-- Material for this task --
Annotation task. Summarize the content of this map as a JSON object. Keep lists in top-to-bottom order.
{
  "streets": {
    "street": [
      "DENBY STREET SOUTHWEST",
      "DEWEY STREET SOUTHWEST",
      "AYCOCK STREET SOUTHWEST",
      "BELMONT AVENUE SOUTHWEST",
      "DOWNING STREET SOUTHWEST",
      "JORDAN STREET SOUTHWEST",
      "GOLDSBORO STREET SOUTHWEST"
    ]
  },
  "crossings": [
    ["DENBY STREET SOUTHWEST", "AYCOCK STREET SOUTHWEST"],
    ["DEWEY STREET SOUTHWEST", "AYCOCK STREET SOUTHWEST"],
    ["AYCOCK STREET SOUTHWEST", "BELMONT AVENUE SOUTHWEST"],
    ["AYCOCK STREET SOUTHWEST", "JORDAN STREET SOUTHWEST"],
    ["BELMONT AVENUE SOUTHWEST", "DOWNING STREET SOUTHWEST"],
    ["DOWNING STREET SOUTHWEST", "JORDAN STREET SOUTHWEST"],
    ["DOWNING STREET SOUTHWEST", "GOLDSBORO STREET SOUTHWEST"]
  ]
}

-- Exercise --
Go through the material and copy each line in which the word "GOLDSBORO" occurs.

-- Answer area --
      "GOLDSBORO STREET SOUTHWEST"
    ["DOWNING STREET SOUTHWEST", "GOLDSBORO STREET SOUTHWEST"]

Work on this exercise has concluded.